Making the step up academically to college can be a difficult and overwhelming prospect for many students. It’s a lot to take in: The expectations become dramatically higher for the amount of work you are expected to be able to handle, and the volume and complexity of the information you are responsible for thoroughly understanding increases significantly. And for many students, this all happens as you discover how to balance your newfound freedoms and responsibilities as a young adult living all on your own.
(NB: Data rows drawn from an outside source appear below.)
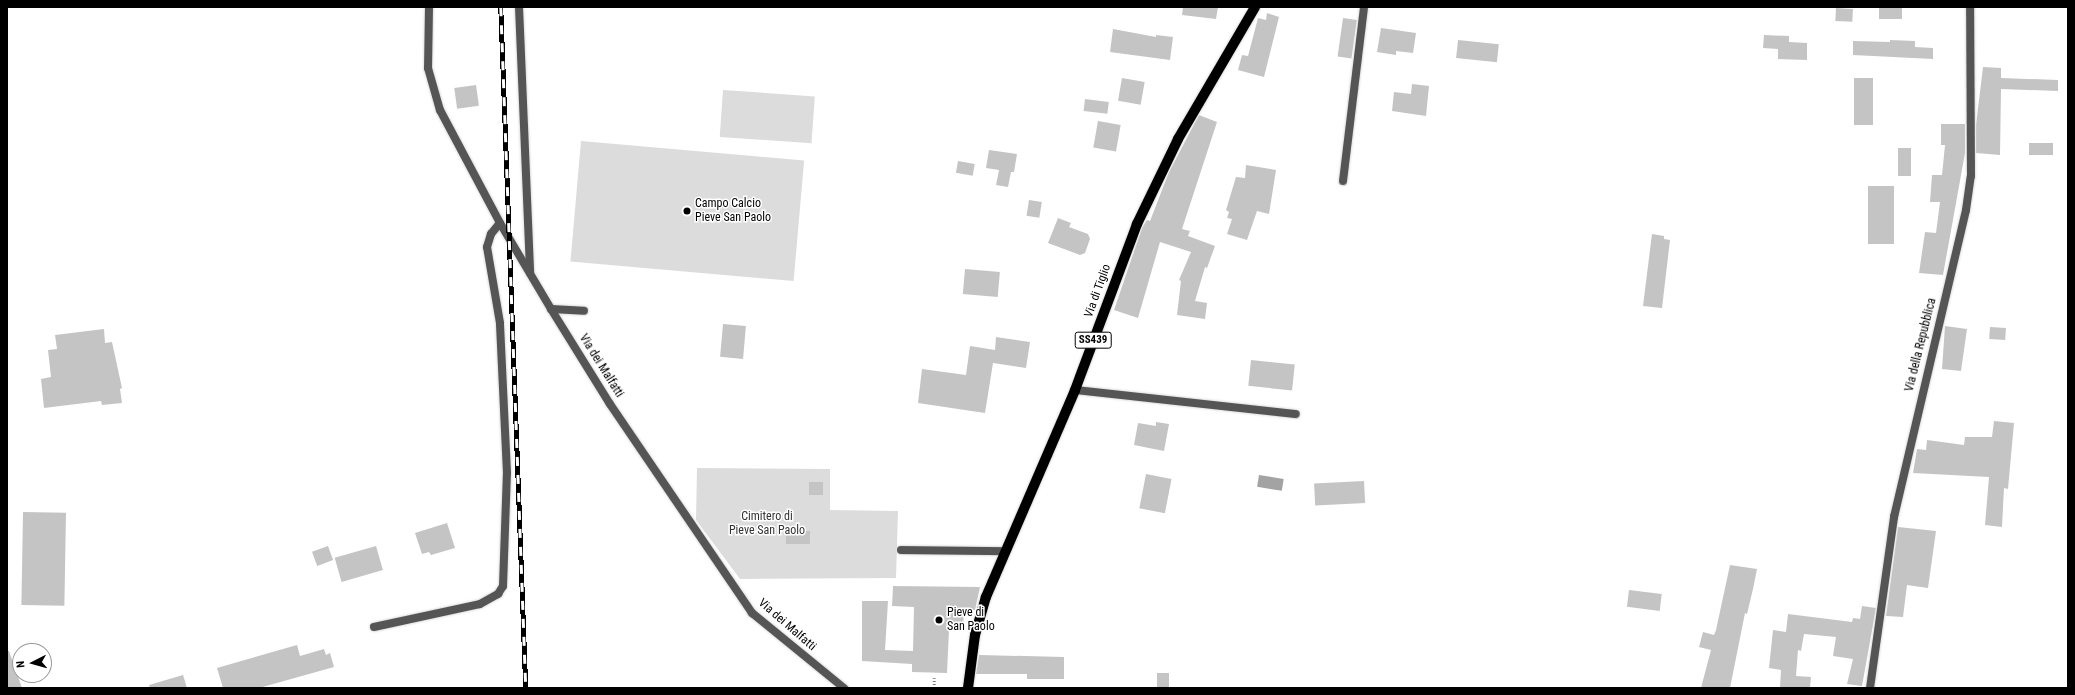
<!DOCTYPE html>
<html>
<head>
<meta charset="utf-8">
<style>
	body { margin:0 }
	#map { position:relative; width:2075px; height:695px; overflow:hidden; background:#fff; font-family:"Roboto Condensed",sans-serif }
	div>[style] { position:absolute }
	.green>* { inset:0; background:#dcdcdc; transform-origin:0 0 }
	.water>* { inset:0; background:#a3a3a3; transform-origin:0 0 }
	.building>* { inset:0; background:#c4c4c4; transform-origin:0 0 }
	.path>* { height:2.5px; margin-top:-1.25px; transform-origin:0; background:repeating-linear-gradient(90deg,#777 0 1px,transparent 0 3px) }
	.roads { filter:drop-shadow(0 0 1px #dbdbdb) drop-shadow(0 0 1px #dbdbdb) }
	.lane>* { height:8px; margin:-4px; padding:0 4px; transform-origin:4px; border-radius:4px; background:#555 }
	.street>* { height:8px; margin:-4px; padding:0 4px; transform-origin:4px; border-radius:4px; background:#555 }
	.primary>* { height:10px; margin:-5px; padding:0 5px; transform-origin:5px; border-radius:5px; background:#000 }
	.rail>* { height:4.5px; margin-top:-2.25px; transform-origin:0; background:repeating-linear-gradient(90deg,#fff 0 9px,#000 0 18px); box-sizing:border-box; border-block:1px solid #000 }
	.dots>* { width:11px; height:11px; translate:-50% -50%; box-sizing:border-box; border:2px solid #fff; border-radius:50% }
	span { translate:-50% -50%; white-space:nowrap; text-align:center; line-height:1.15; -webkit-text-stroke:3px #fff; paint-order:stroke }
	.shield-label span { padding:1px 3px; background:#fff; border:1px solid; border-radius:3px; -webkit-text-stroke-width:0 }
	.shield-label { font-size:11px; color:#000; font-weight:700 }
	.poi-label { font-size:12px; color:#000 }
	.left { translate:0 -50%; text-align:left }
	.street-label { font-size:12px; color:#000 }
	.park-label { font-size:12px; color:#333 }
	.frame { position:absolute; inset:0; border:8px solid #000; pointer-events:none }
	.north { position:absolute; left:12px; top:643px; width:40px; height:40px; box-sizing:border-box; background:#fff; border:1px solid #999; border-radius:50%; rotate:264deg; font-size:11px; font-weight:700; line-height:16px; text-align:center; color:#000 }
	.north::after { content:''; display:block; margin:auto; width:14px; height:18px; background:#000; clip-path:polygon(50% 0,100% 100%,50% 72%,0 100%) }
</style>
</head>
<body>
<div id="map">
	<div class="green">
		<div style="left:723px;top:90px;width:92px;height:47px;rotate:4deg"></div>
		<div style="left:581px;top:141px;width:224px;height:121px;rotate:5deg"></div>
		<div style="clip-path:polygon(697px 468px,830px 469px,830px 510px,898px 511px,896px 578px,740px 579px,696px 520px)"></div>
	</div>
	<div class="water">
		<div style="left:1259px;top:475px;width:25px;height:12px;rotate:9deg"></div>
	</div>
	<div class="building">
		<div style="clip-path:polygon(1183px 7px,1218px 7px,1216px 19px,1182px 15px)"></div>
		<div style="left:1879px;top:7px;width:23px;height:12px"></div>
		<div style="left:1836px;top:8px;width:17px;height:13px;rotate:3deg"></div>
		<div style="clip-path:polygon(1267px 13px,1279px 17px,1264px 77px,1238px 70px,1242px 55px,1248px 56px,1258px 18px,1266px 20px)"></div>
		<div style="left:1343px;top:18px;width:14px;height:39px;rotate:8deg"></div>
		<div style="clip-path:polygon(1381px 28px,1416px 33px,1413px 53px,1396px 51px,1396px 55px,1377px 52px)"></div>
		<div style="clip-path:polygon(1113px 29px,1156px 37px,1156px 35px,1173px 37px,1170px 60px,1110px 52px)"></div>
		<div style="clip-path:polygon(1764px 35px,1789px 36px,1789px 42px,1807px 43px,1807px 60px,1778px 59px,1778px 49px,1763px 48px)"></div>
		<div style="left:1458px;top:40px;width:41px;height:18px;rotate:6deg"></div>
		<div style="clip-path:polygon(1890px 40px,1915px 41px,1915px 47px,1933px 48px,1933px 59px,1853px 55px,1853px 41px,1890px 42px)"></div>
		<div style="clip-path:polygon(1983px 67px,2001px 68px,2001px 78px,2058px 80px,2058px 91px,2001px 89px,2000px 155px,1976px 153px,1976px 125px)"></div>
		<div style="left:1122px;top:78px;width:23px;height:23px;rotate:10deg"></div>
		<div style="left:1854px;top:78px;width:19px;height:47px"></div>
		<div style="clip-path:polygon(1412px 84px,1429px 86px,1426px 116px,1392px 111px,1394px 92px,1411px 94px)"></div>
		<div style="left:476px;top:85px;width:21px;height:22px;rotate:82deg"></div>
		<div style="left:1085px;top:99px;width:24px;height:12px;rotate:7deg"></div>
		<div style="clip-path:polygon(1199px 115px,1217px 122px,1182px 229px,1190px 231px,1188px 236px,1215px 246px,1207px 268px,1205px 267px,1195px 301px,1207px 303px,1205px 319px,1177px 315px,1181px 281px,1179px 280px,1191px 252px,1160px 242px,1138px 318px,1114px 310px,1142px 228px,1147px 220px,1150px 221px,1169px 172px)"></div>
		<div style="left:1098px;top:121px;width:23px;height:27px;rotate:10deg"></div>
		<div style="clip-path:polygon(1941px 124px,1965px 124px,1965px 153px,1943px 275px,1919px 273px,1925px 232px,1936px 233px,1940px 202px,1930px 202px,1932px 175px,1942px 175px,1945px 145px,1941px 145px)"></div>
		<div style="left:2029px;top:143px;width:24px;height:12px"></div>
		<div style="left:1898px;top:148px;width:13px;height:28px"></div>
		<div style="clip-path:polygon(989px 150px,1017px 154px,1014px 172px,1011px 172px,1008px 187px,996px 185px,999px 170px,986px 168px)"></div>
		<div style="left:958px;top:161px;width:17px;height:12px;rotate:10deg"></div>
		<div style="clip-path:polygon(1246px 165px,1276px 170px,1269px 214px,1257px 211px,1247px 240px,1227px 234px,1232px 219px,1227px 218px,1229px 212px,1226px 210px,1236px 177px,1245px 178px)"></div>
		<div style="left:1868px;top:186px;width:26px;height:58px"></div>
		<div style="left:1029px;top:200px;width:13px;height:16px;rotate:9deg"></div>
		<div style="clip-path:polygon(1058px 218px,1071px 223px,1069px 227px,1088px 234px,1090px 239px,1085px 253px,1080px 255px,1048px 243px)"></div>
		<div style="clip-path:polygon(1652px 234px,1664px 236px,1664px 239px,1670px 240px,1662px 308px,1643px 306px)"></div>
		<div style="left:965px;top:269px;width:35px;height:25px;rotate:5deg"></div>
		<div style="left:723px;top:324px;width:23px;height:33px;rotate:5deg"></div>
		<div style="clip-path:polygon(1945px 326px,1967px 329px,1961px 371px,1942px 369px)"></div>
		<div style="left:1990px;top:327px;width:16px;height:12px;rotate:4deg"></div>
		<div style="clip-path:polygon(104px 329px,105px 343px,112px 342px,122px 388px,120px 389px,122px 403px,102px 405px,101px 401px,44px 408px,41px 379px,51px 377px,48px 350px,57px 349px,55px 335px)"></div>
		<div style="clip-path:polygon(996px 337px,1030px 342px,1026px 368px,993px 363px,985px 413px,918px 403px,922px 369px,966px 375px,970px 346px,995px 350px)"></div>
		<div style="left:1251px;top:360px;width:44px;height:26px;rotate:6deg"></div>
		<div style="clip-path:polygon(1994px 421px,2014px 423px,2008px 489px,2004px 488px,2002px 527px,1985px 525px,1989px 477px,1913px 473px,1917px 449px,1926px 450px,1927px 440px,1964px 445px,1965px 437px,1992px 437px)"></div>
		<div style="clip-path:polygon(1156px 422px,1169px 424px,1164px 451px,1134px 445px,1138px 423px,1156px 426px)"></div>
		<div style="left:1146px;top:474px;width:26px;height:35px;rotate:11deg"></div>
		<div style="left:1364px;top:481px;width:22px;height:50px;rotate:87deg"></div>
		<div style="left:809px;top:482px;width:14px;height:13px"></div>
		<div style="left:23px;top:512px;width:43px;height:93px;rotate:1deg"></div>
		<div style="clip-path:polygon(447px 523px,455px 548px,431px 555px,429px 552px,422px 554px,415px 533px)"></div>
		<div style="clip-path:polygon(1898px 527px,1936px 531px,1928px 588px,1907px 585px,1903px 617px,1886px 616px)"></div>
		<div style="left:786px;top:531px;width:24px;height:13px"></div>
		<div style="left:328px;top:546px;width:15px;height:17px;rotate:70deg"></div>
		<div style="left:376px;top:546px;width:25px;height:43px;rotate:74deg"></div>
		<div style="clip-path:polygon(1730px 565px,1757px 569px,1753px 589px,1747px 614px,1745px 613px,1730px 688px,1701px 688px,1711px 650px,1699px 647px,1703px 632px,1714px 635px,1716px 630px)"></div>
		<div style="clip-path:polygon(893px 586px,980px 587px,975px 610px,964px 610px,963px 630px,949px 630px,947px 673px,912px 672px,912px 664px,862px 661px,862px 601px,888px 601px,885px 650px,913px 651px,914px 607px,892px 606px)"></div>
		<div style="left:1629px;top:590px;width:33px;height:17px;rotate:7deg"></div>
		<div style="clip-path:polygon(1862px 606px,1876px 608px,1862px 686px,1847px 684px,1853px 659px,1833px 656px,1836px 637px,1804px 634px,1801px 651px,1798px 650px,1796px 676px,1811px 677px,1810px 688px,1780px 687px,1781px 670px,1769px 668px,1773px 630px,1786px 632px,1788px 614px,1852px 622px,1853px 618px,1860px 619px)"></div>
		<div style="clip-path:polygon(297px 645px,300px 656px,324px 649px,326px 655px,330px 653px,334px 667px,259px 688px,223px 688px,217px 668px)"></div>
		<div style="clip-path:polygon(7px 651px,9px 651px,22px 688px,7px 688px)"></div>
		<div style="clip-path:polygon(979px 655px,1064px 657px,1064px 679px,1027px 679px,1027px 674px,976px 674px)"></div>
		<div style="left:1157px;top:673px;width:12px;height:15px"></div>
		<div style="clip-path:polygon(183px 675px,187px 688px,150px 688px,149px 685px)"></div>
	</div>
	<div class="path">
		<div style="left:934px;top:688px;width:10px;rotate:-90deg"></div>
	</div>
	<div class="roads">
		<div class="lane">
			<div style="left:519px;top:7px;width:266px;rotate:87.6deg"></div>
			<div style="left:1343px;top:181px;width:175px;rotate:-83.1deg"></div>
			<div style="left:551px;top:309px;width:33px;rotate:3deg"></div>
			<div style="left:1075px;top:390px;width:222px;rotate:6.2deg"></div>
			<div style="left:901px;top:550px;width:104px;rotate:0.6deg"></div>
			<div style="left:374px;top:627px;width:108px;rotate:-12.2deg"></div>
			<div style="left:480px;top:604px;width:21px;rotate:-29deg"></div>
			<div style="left:498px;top:594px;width:9px;rotate:-58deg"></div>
			<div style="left:503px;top:586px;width:113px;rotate:-88deg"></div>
			<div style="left:507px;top:473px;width:150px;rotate:-92.7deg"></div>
			<div style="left:500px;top:323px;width:77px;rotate:-99.7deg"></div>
			<div style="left:487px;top:247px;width:14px;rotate:-73deg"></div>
			<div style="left:491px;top:234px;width:14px;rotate:-51deg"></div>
		</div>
		<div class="street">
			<div style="left:429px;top:7px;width:61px;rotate:90.9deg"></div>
			<div style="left:428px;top:68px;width:44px;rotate:74.1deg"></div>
			<div style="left:440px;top:110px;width:128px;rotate:62deg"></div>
			<div style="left:500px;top:223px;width:100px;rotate:59.3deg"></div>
			<div style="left:551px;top:309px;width:112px;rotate:58.2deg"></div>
			<div style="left:610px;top:404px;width:253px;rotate:55.8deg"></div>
			<div style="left:752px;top:613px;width:119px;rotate:39.2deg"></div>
			<div style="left:1870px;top:688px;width:173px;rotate:-82deg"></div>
			<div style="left:1894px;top:517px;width:315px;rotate:-76.8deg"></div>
			<div style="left:1966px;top:210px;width:34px;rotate:-82deg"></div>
			<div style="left:1971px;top:176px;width:169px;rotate:-90.3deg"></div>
		</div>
		<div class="primary">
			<div style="left:968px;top:688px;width:53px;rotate:-82.5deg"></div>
			<div style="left:975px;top:635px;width:40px;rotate:-74deg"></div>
			<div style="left:986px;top:597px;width:225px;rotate:-66.7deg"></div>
			<div style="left:1075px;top:390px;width:177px;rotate:-69.5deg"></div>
			<div style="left:1137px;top:224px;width:94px;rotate:-64.2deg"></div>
			<div style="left:1178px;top:139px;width:153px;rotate:-59.7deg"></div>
		</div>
	</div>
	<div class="rail">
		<div style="left:501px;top:7px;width:681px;rotate:87.9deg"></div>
	</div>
	<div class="dots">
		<div style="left:687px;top:211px;background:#000"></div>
		<div style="left:939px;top:620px;background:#000"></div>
	</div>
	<div class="shield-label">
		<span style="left:1093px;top:340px">SS439</span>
	</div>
	<div class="poi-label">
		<span class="left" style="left:695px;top:211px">Campo Calcio<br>Pieve San Paolo</span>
		<span class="left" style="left:947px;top:620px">Pieve di<br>San Paolo</span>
	</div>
	<div class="street-label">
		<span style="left:1098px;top:291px;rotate:-70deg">Via di Tiglio</span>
		<span style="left:1921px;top:345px;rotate:-76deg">Via della Repubblica</span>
		<span style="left:601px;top:366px;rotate:58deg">Via dei Malfatti</span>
		<span style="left:787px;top:625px;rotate:41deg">Via dei Malfatti</span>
	</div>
	<div class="park-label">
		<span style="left:767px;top:524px">Cimitero di<br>Pieve San Paolo</span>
	</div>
	<div class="frame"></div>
	<div class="north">N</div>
</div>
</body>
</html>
The good news is, you do not have to fight this battle blind! There are all kinds of tips and tricks out there from extremely successful students that can go a very long way in helping improve your study skills. Below are four proven tips that can remarkably improve your performance.
Live a healthy lifestyle
Not to sound like your mom or an uptight square, but the impact of living a healthy lifestyle on a person’s ability to perform in any arena, academic or otherwise, is severely understated. It is considerably easier to organize yourself and have the level of energy and motivation necessary to get things done. Plus, just flat-out think (a pretty important component of academic work) what happens when your brain and your body are in good shape. Eating a healthy diet, sticking to a good sleep schedule that gets a minimum of 7–8 hours every night, regularly exercising, and maintaining your emotional and mental health are all fundamental pieces of bringing your A-game. You don’t put unleaded fuel in a Ferrari, right?
Do the work in segments over time
Another more direct way to address working in segments is to stop procrastinating. If tasked with reading a book that’s 200 pages in two weeks, it’s a lot easier to read (and understand) 20 pages a night for 10 nights than it is to try to do all 200 in one night. The same logic is true when trying to comprehend or accomplish any large, complex subject or project. Breaking it up into smaller, more digestible pieces and making use of the time you’re afforded is essential.
Stick to a routine
Speaking of making the best use of your time, one consistent staple in the habit of successful students is adhering to a routine. Structuring your life in an organized fashion and conditioning yourself to repeat certain positive behaviors makes it much easier to be efficient and productive with your time. Setting aside two hours every afternoon Monday through Friday to study, for example, will ensure that you never get too far behind or stretched too thin. Even if you don’t have homework.
Always attend class
Again, this seems like kind of a no-brainer, but you would be surprised (or maybe not) at how many people find themselves struggling to understand the material or effectively study because they didn’t make attending class a priority. Even if you’re a little sleepy or not totally engaged for whatever reason, making yourself attend class forces you to stay on top of everything being discussed and all of the work required.